- _What you will do_:
Only one number is wanted: the count of lines in the records below that hold the word "fill".

===== Listed entries

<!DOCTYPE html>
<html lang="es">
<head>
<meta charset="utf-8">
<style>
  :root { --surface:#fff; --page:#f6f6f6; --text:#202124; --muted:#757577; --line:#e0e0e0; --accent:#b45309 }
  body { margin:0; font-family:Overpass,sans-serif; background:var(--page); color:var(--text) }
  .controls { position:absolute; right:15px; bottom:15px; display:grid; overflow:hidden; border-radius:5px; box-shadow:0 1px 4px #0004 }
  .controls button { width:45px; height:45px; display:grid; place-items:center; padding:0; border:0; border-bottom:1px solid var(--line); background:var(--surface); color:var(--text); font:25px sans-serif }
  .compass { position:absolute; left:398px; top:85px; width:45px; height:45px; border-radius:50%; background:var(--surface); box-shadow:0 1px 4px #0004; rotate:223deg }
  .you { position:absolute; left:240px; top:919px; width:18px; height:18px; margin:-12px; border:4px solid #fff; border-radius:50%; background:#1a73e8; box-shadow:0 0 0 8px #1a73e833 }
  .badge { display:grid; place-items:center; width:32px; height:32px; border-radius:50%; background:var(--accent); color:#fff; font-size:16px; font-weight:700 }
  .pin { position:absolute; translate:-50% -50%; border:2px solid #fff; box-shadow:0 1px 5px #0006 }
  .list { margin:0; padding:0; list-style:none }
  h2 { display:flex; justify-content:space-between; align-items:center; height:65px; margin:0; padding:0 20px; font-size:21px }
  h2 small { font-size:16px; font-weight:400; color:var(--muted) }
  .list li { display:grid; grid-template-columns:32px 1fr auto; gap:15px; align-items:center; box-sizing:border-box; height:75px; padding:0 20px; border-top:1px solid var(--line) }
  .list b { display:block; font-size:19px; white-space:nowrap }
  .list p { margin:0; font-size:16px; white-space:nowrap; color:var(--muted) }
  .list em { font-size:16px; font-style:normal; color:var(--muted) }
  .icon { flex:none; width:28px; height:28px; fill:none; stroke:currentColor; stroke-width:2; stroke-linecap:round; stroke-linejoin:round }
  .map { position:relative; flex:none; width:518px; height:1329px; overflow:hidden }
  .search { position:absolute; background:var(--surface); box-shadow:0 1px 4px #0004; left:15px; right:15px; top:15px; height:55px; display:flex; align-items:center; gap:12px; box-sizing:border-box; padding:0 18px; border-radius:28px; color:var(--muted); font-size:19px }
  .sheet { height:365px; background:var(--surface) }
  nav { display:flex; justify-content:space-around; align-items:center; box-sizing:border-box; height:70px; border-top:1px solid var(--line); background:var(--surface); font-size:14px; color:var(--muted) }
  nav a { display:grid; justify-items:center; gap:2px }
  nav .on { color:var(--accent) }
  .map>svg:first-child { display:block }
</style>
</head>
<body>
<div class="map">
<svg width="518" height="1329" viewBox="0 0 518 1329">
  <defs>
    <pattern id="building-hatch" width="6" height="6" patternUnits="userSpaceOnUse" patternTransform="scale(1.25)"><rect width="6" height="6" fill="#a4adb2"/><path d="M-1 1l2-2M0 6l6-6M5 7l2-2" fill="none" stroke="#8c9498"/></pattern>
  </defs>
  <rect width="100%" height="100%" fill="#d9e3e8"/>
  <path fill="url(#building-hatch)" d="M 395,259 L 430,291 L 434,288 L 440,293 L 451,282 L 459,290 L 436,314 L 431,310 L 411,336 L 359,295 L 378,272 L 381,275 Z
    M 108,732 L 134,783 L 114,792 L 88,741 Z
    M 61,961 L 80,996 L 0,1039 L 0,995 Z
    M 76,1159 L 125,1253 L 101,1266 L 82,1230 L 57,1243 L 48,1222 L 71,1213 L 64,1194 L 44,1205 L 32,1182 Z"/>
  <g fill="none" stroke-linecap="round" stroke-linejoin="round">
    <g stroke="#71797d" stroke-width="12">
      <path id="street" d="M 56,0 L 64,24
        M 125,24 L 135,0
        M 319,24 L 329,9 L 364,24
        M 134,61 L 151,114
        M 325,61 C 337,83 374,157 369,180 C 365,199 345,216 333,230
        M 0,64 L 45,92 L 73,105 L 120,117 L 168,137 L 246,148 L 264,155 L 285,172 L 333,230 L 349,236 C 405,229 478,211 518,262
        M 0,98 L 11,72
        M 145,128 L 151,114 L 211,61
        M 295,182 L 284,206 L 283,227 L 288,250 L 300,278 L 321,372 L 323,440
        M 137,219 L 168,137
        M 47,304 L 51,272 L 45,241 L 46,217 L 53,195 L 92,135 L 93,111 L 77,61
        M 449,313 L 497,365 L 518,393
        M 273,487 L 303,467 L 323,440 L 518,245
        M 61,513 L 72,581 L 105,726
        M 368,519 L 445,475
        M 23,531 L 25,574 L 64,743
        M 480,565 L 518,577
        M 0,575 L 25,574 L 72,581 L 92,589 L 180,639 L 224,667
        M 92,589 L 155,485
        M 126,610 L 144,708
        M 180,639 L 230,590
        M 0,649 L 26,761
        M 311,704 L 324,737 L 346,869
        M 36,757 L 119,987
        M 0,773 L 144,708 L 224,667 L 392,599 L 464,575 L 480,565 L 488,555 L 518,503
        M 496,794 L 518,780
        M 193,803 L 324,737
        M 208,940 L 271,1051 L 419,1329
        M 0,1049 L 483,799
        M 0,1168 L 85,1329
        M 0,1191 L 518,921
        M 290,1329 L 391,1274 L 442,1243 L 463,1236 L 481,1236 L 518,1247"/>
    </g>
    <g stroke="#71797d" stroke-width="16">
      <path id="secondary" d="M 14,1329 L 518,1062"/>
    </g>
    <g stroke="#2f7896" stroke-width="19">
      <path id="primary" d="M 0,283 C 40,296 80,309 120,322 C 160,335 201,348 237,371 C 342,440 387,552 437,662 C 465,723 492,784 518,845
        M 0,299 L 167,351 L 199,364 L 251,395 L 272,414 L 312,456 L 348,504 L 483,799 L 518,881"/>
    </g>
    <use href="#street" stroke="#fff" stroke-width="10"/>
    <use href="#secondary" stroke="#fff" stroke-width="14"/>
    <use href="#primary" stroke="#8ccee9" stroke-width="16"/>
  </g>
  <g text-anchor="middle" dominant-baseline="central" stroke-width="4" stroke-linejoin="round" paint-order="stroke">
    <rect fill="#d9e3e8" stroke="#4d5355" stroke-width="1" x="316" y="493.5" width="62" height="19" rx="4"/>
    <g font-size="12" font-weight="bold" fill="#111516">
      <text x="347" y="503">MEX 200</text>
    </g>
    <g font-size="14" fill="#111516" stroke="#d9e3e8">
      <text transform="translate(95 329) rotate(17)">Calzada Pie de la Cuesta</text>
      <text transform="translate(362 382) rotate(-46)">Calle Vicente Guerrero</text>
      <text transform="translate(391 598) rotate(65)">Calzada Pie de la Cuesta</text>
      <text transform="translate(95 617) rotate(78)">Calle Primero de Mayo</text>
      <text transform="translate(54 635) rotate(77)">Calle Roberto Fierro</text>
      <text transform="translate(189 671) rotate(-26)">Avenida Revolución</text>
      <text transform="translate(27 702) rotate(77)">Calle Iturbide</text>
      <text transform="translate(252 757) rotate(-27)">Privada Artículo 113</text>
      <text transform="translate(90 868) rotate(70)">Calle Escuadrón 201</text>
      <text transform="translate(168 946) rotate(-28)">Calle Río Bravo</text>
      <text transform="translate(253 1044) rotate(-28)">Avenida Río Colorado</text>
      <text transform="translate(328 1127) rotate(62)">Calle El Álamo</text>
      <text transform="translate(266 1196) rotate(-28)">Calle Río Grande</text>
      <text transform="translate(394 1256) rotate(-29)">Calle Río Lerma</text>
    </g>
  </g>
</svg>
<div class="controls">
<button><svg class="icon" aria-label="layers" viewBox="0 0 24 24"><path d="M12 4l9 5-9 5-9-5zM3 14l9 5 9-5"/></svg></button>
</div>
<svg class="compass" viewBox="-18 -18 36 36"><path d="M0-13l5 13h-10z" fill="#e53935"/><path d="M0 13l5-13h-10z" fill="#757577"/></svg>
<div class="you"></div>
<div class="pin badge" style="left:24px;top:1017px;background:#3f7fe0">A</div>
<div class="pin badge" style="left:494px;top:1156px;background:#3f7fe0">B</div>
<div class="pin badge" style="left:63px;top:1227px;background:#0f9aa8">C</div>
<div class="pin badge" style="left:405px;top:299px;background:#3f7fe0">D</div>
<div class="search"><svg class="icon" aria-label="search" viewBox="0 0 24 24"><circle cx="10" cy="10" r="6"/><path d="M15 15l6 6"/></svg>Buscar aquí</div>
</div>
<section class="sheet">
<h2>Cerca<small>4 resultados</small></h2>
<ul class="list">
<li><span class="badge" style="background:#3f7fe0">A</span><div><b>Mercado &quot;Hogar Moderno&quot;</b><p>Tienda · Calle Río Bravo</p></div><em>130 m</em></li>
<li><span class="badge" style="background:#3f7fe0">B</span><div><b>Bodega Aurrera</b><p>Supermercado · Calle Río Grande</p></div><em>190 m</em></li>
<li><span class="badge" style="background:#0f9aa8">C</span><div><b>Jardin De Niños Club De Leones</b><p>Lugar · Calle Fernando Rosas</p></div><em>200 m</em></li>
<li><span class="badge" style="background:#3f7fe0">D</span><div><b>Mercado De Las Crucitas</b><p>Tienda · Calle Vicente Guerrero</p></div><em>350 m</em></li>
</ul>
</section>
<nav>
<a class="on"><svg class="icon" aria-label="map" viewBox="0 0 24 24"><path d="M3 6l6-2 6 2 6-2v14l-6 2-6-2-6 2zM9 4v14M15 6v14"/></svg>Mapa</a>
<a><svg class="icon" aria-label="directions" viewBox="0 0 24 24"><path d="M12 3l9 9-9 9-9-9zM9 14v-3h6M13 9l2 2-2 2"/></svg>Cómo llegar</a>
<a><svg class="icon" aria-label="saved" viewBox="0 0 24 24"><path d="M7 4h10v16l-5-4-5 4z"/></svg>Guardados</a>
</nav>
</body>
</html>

==========

- _Response to the exercise_:
9